Which materials can be processed in this manner?
Morrison: Nearly all available injection molding granulates which exist with metal fillings of stainless steels and tool steels, hard metals, even non-ferrous metals like copper, aluminium 6061, titanium 64, and wolfram. Next to these, ceramic fillings are available, like aluminium and zirconium oxide or silicon nitride. And there are various plastics granulates, among them also glass or mineral fiber-filled thermoplastics. All these materials have matured through decades and become qualified. Among other things, their manufacturers give such exact details on their shrinkage during a sintering process that construction engineers can know up to the third position after decimal point by what percentage they need to increase components in design. Users can rely on the said construction guidelines which offer answers on questions of overhang or very large components.
Which part of the value chain of additive manufacturing do you cover?

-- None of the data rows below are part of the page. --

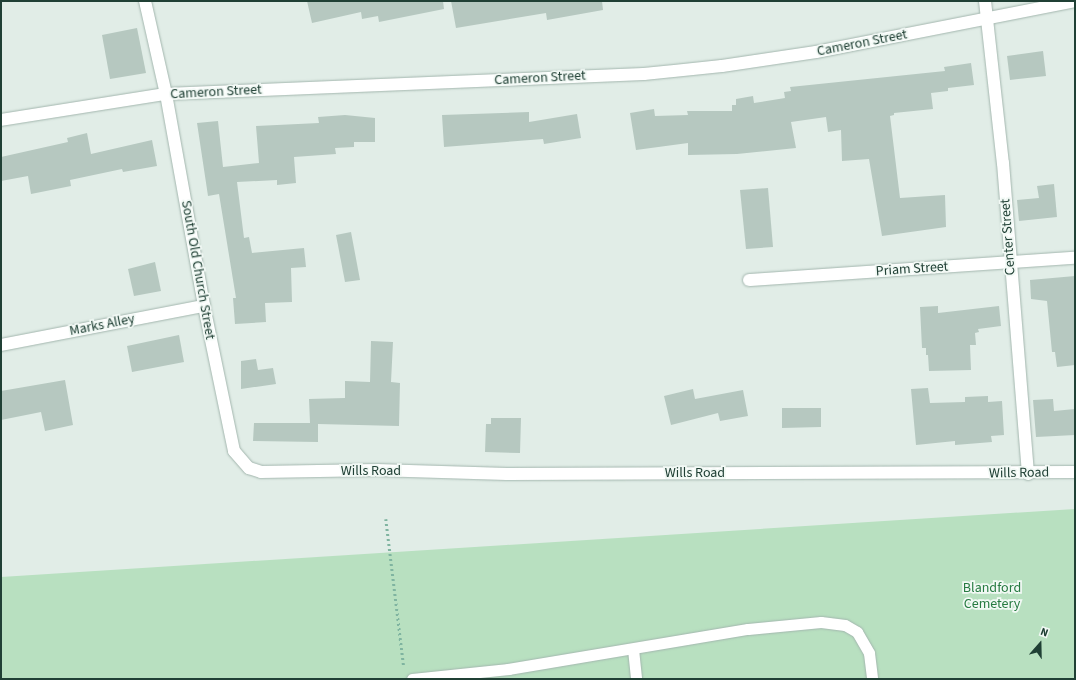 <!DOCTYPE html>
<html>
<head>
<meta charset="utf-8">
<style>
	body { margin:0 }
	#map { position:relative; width:1076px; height:680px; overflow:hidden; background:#e1ede7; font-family:"Source Sans 3",sans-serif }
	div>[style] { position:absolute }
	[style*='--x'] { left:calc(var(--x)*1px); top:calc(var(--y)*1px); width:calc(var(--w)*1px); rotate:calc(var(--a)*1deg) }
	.green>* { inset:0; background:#b8e0c0 }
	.building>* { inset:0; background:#b6c8c0 }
	.path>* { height:2.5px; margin-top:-1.25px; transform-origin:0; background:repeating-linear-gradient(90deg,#7fb4a0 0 2px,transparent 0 5px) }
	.roads { filter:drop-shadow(0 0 1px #a3b6ae) drop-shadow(0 0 1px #a3b6ae) }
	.lane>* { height:11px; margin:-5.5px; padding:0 5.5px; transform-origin:5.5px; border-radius:5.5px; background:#fff }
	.street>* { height:12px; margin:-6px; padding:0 6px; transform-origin:6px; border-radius:6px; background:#fff }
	span { translate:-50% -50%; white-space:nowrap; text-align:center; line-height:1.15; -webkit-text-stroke:3.5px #f2f9f5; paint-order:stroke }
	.street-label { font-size:14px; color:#204035 }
	.park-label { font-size:14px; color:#267b41 }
	.frame { position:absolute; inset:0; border:2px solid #204035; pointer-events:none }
	.north { position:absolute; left:1020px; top:624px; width:40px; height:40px; -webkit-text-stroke:3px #f2f9f5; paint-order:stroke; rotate:20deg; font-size:11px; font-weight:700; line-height:16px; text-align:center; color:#204035 }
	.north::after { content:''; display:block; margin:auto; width:14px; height:18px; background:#204035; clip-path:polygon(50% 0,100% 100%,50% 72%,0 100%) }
</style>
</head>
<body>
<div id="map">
	<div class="green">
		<div style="clip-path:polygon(1075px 509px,1075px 679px,1px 679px,1px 577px)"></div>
	</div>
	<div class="building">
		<div style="clip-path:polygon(307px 1px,443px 1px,444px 9px,379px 22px,378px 16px,362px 19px,361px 12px,312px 23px)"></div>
		<div style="clip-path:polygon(451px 1px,602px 1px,603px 10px,547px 20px,546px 13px,456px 28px)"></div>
		<div style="clip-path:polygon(137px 28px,146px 73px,110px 79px,102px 35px)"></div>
		<div style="clip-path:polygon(1043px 51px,1046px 76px,1010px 80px,1007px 56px)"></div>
		<div style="clip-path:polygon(971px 63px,974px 85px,948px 88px,948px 91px,931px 93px,933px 109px,894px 113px,894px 115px,890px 116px,900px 198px,945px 195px,946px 227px,882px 236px,869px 159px,842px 161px,841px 130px,828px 132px,826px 117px,791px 122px,796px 148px,737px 154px,688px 155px,688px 143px,636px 150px,630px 113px,654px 109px,655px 116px,688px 115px,687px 111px,732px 111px,732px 105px,736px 105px,736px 99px,753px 96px,754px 103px,785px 98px,784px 92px,791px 91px,790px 87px,945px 71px,944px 67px)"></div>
		<div style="clip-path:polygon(529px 112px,529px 122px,577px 114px,581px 138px,544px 144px,543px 139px,444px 147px,442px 115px)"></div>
		<div style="clip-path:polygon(345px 115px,375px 118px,375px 142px,354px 142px,354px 147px,335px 148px,336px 154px,294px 157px,296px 183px,277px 185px,277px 180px,237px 182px,244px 238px,249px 237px,252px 253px,304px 248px,306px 267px,291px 268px,292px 302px,265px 303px,266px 322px,235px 324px,233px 298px,236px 298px,219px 194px,208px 196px,197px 123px,218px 121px,223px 167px,259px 163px,256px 126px,319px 123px,318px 117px)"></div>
		<div style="clip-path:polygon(87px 133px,91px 154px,152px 140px,157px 166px,123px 172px,122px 169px,70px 180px,71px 186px,31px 194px,28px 176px,1px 181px,1px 157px,68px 142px,67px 138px)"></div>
		<div style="clip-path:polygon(1054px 184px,1057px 217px,1019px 221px,1017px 200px,1039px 198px,1037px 186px)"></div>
		<div style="clip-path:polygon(768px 188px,773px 247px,746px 249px,740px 190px)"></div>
		<div style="clip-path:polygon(351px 232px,360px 280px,345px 282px,336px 235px)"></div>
		<div style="clip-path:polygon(155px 262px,161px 291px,134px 296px,128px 269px)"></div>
		<div style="clip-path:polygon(1075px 276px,1075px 365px,1057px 367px,1055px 352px,1052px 352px,1047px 301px,1031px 299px,1030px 280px)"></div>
		<div style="clip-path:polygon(938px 306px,938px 313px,999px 306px,1001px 326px,978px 329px,979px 332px,975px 333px,976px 345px,970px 345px,971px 370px,929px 371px,928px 355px,926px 355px,926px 348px,922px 348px,920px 307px)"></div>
		<div style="clip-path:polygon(179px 335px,184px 362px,132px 372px,127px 346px)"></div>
		<div style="clip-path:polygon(371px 341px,393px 342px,391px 382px,400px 383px,399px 426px,318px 424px,318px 442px,253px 441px,254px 423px,310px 423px,309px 399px,345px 398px,345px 381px,370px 382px)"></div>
		<div style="clip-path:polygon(256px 359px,258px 370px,273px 368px,276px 384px,241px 389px,241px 361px)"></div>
		<div style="clip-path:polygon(65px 380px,73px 425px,45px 431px,41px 412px,1px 420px,1px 391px)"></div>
		<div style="clip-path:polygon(928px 388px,930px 403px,965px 402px,965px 397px,988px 396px,988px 402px,1002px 401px,1004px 435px,991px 436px,992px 442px,955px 445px,955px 441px,916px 445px,911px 389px)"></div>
		<div style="clip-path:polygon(693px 389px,695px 399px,743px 390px,748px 416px,720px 421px,718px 413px,671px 425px,664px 396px)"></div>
		<div style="clip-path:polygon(1053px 399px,1054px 411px,1075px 409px,1075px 435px,1036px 437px,1033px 400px)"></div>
		<div style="clip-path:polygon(782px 408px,821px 408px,821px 427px,782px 428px)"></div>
		<div style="clip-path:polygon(491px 418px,521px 418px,520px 453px,485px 452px,486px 424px,491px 424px)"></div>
	</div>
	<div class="path">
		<div style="--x:386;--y:519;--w:149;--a:83.1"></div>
	</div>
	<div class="roads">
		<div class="lane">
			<div style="--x:633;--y:649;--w:30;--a:84"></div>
			<div style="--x:412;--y:679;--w:97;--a:-5.9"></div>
			<div style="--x:508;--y:669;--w:243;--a:-9.5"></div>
			<div style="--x:748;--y:629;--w:73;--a:-5.5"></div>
			<div style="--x:821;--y:622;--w:24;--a:7"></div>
			<div style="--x:845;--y:625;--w:14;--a:30"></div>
			<div style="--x:857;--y:632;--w:24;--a:60"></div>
			<div style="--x:869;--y:653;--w:26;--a:83"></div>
		</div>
		<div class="street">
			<div style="--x:145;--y:1;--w:95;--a:77.3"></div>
			<div style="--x:166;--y:94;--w:215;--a:79.8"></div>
			<div style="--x:204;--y:306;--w:148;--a:78.3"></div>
			<div style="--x:234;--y:451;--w:23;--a:49"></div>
			<div style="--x:249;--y:468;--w:13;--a:18"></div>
			<div style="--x:261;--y:472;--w:115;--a:-1"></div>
			<div style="--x:376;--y:470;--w:131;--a:1.7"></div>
			<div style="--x:507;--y:474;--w:568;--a:-0.2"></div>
			<div style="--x:985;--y:1;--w:163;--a:83.7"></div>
			<div style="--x:1003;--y:163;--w:312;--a:85.4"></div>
			<div style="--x:1;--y:120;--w:167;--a:-9"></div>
			<div style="--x:166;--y:94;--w:478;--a:-2.4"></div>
			<div style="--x:644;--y:74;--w:78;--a:-5.9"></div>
			<div style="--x:722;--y:66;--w:95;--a:-8.5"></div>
			<div style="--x:816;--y:52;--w:264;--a:-11.1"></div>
			<div style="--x:749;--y:280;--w:327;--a:-3.9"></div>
			<div style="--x:1;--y:345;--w:207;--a:-10.9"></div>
		</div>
	</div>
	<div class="street-label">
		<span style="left:862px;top:43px;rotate:-11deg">Cameron Street</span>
		<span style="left:540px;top:78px;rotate:-3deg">Cameron Street</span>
		<span style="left:216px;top:92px;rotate:-3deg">Cameron Street</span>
		<span style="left:1008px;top:237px;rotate:-94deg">Center Street</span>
		<span style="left:912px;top:269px;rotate:-4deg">Priam Street</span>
		<span style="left:198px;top:270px;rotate:80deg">South Old Church Street</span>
		<span style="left:102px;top:325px;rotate:-11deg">Marks Alley</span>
		<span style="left:371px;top:471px">Wills Road</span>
		<span style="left:695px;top:473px">Wills Road</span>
		<span style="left:1019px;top:473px;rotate:-1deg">Wills Road</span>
	</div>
	<div class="park-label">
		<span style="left:992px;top:596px">Blandford<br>Cemetery</span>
	</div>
	<div class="frame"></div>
	<div class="north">N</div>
</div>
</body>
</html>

Morrison: We have developed a compact extruder that processes the said multitude of metal, ceramic, or fiber-filled granulates, and which can reach build-up rates of up to 160cm3 per hour depending on the nozzle, and which guarantees highest process stability without cleanroom or drying room conditions, and without any measures for explosion prevention. Handling is very uncomplicated. There are also advantages in material costs by factor 3 to 10 compared to filaments or powdered AM materials. Our technology is open and adjustable. Thus, customers can freely choose the nozzle’s diameter – down to 250 µm. And they can choose between water, solvent-based, or catalytic material systems. The latter can be quickly and comprehensively debinded in the oven by adding nitric acid, even if the components are massive and highly complex. We want to create the preconditions so our customers will be able to specialize with time, and to experiment as they wish.
Where do you see the highest need for development in the AM sector?

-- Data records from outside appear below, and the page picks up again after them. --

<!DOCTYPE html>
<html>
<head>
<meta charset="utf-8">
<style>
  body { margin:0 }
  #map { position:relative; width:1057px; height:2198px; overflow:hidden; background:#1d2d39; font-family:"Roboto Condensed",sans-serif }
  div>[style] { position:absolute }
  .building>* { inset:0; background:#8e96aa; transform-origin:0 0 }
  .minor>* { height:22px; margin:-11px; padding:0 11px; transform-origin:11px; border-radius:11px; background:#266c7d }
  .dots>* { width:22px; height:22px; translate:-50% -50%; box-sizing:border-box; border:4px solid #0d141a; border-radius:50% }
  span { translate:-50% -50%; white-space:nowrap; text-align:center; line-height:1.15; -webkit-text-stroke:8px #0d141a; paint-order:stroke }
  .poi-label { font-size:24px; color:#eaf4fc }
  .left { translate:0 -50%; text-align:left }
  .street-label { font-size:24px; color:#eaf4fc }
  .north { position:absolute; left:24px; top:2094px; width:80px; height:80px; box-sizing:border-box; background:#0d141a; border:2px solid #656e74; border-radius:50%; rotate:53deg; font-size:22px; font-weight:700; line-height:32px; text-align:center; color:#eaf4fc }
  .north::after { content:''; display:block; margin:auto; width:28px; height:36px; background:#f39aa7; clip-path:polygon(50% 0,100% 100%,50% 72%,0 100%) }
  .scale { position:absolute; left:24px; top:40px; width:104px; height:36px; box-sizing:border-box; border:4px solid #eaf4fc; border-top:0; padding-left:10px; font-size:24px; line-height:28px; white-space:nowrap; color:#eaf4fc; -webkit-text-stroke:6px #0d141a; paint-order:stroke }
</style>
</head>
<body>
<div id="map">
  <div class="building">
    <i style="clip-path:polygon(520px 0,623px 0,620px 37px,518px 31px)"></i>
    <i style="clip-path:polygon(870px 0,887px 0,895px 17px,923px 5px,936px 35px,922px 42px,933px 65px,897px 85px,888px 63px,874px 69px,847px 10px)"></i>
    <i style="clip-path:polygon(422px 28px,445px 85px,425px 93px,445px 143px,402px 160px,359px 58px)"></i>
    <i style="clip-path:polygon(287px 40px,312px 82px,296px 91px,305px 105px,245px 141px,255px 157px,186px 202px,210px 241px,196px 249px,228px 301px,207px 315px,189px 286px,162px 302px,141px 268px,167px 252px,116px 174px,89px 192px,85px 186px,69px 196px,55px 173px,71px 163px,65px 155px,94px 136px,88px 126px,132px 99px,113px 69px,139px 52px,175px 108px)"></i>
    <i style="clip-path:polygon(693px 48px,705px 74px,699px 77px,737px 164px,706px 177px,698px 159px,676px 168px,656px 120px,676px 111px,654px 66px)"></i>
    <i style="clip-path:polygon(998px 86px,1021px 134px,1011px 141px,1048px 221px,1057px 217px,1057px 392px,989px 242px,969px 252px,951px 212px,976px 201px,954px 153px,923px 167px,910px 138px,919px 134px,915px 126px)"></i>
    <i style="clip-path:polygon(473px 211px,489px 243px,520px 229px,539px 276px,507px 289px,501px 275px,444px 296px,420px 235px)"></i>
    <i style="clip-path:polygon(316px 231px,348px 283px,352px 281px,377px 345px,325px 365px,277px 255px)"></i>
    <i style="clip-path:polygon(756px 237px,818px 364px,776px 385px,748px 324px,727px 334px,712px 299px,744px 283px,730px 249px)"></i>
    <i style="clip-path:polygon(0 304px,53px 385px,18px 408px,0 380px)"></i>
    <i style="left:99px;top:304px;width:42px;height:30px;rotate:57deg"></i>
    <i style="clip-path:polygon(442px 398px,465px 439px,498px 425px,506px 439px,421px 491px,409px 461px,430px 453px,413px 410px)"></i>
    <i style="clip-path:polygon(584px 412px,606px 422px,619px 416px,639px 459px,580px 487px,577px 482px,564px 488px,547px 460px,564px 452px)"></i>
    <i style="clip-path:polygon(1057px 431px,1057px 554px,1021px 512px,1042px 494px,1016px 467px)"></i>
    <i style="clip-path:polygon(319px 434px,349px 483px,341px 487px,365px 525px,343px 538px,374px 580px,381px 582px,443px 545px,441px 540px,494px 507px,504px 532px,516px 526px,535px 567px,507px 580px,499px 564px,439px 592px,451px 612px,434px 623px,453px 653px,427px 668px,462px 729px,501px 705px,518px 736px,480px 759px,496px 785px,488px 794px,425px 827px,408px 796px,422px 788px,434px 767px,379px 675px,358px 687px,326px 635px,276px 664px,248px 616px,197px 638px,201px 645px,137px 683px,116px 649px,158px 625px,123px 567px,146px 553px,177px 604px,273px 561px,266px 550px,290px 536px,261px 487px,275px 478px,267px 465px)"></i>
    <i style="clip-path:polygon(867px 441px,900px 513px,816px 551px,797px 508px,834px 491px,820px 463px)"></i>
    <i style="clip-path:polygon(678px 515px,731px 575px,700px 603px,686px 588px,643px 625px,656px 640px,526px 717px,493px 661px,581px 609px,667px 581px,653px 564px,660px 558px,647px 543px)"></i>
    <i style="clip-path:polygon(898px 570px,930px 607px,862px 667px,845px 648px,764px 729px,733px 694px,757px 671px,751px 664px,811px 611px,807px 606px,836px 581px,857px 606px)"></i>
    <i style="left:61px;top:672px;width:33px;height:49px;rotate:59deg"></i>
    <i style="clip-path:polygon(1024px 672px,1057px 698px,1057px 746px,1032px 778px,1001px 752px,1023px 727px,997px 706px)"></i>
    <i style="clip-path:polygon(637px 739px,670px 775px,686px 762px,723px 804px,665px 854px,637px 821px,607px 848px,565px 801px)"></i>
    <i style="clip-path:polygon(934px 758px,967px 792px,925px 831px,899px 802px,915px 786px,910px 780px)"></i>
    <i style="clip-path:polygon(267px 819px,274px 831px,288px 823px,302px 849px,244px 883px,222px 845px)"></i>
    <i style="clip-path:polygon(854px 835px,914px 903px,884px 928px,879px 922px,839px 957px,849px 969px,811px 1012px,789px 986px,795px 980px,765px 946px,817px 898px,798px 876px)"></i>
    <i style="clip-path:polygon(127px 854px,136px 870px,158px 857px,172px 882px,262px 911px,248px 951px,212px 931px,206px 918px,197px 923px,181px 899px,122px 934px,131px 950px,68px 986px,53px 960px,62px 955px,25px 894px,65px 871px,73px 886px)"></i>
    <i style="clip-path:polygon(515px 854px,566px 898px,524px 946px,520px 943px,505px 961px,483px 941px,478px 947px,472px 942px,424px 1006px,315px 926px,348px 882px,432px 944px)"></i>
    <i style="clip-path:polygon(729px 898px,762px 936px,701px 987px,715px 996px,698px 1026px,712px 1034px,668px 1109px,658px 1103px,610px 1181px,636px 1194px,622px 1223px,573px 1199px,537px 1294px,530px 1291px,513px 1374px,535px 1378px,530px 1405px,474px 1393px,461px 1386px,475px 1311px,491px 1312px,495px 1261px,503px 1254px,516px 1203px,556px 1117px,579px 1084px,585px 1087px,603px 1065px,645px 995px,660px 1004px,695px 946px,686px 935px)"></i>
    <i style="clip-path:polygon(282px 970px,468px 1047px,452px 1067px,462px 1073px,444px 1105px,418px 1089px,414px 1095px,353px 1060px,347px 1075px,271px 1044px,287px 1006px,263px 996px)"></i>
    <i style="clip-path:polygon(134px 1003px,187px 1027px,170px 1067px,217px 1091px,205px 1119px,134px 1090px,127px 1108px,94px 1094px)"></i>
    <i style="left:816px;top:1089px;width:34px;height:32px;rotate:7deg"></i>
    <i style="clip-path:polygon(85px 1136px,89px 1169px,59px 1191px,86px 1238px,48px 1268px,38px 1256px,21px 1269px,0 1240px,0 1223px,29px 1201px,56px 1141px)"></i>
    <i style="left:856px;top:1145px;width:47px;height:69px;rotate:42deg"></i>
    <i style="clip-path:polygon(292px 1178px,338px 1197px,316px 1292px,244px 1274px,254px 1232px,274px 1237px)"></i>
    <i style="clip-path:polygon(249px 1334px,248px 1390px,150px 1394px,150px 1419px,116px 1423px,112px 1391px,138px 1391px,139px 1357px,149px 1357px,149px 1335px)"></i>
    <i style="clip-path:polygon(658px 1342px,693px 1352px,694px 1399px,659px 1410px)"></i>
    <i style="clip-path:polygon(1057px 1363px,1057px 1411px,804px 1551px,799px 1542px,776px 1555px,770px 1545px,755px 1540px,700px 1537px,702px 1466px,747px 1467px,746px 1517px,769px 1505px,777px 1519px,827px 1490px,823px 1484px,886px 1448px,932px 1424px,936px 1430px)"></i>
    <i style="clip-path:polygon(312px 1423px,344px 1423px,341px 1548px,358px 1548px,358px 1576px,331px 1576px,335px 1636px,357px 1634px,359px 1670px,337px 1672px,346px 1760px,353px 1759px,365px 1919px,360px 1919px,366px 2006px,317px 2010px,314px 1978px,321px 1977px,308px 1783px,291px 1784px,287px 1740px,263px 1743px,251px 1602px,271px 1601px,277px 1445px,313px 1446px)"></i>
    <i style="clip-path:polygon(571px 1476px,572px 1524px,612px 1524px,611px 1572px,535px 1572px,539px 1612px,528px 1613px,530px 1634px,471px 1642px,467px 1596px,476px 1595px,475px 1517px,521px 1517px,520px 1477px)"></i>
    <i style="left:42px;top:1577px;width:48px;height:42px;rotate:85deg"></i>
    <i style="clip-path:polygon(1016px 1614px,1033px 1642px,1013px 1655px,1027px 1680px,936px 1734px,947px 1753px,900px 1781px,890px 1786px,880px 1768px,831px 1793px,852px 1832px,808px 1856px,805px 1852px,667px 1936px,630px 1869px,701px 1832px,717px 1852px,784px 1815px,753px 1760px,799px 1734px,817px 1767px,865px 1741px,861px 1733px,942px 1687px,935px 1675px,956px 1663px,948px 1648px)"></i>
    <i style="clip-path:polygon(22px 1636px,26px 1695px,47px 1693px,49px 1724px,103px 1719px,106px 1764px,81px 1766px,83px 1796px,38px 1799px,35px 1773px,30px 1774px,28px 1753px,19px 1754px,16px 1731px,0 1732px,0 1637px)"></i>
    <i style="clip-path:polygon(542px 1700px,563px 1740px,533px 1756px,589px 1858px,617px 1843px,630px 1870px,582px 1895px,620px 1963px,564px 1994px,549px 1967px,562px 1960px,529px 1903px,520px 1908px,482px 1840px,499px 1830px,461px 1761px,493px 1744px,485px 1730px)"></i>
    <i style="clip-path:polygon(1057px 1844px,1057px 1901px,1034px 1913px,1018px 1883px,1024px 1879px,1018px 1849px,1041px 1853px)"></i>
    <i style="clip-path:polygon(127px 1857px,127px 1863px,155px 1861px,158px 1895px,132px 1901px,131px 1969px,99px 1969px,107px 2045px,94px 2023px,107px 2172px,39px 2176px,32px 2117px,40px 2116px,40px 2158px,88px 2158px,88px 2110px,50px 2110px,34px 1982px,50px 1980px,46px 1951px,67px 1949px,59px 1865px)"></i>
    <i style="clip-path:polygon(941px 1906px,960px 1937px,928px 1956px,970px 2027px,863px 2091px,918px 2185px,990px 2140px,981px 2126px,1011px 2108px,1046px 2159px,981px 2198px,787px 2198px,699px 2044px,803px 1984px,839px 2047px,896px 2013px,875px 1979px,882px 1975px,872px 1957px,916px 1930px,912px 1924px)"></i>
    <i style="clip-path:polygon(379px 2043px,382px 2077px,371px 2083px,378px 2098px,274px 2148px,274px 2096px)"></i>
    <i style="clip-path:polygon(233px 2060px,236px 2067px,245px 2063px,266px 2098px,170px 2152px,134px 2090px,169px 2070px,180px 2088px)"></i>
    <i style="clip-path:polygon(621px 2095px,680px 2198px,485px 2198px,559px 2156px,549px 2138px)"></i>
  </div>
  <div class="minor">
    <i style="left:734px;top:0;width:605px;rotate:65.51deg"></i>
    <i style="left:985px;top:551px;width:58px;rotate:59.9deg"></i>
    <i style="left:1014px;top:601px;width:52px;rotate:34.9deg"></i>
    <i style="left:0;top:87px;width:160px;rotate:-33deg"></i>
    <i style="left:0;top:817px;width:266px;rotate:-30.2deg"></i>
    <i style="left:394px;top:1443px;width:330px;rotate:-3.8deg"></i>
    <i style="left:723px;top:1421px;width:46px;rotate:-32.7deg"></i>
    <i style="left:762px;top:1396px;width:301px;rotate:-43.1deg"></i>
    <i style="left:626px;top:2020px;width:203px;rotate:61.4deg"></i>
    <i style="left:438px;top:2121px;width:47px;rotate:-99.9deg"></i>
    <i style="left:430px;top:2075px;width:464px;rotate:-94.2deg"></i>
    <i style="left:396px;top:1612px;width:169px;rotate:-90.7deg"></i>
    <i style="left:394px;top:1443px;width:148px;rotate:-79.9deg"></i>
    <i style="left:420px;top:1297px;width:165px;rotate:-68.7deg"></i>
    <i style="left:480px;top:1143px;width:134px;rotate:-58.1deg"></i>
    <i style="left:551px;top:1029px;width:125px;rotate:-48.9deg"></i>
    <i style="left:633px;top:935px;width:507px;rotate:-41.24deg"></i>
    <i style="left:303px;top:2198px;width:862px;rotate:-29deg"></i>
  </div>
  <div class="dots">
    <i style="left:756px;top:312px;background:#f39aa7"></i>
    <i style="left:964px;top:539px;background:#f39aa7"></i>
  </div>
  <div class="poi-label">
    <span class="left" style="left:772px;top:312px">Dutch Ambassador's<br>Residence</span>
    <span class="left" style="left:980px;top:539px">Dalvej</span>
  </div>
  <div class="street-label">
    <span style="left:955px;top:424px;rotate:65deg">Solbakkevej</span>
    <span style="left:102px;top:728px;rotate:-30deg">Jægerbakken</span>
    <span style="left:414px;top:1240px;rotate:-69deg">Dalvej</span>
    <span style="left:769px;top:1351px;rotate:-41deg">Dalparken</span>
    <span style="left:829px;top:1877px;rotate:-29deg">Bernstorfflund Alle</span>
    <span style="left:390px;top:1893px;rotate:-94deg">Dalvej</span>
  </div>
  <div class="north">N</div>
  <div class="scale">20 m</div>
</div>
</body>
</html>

Morrison: In my view, the most urgent tasks lie in cost reduction and quality management. Automation on a grand scale only makes sense when these get solved. Automation alone cannot solve the cost problems in additive manufacturing. Building costs of most AM technologies are between 600 and 1,200€/kg. For many applications, this is just too much. In order to consider it as a series technology, not only does the cost problem need to be solved, there is also the question of quality. After all, efficient quality control is a mandatory precondition in many sectors.
How do you imagine a typical AM process chain in the year 2030?
Morrison: In our case, I imagine that up to twenty of our systems will be positioned around a large sintering oven. With our systems, profitability depends less on 3D printers and more on the oven’s size. Just as I see a need for automation, I see big potentials for our technology especially with medium-sized components that are up to 20 cm and in batch sizes of 50 to 2,000. In 2030, the 3D-printed green bodies might be removed by robots and get transported to the oven via a conveyor belt.
Final question: what were your goals in joining the Additive Manufacturing Association within VDMA?
Morrison: Currently, we are experiencing an advantage in that we as a start-up can arrange a joint booth at formnext (November 13th to 16th, 2018, in Frankfurt) with renowned companies from the Association. In general, I value how the platform brings together like-minded people who are ahead of their time and the market. The multitude of perspectives and dealing with new lines of thought all help us tremendously in adjusting our products in a better, more sensible way to the future and the market.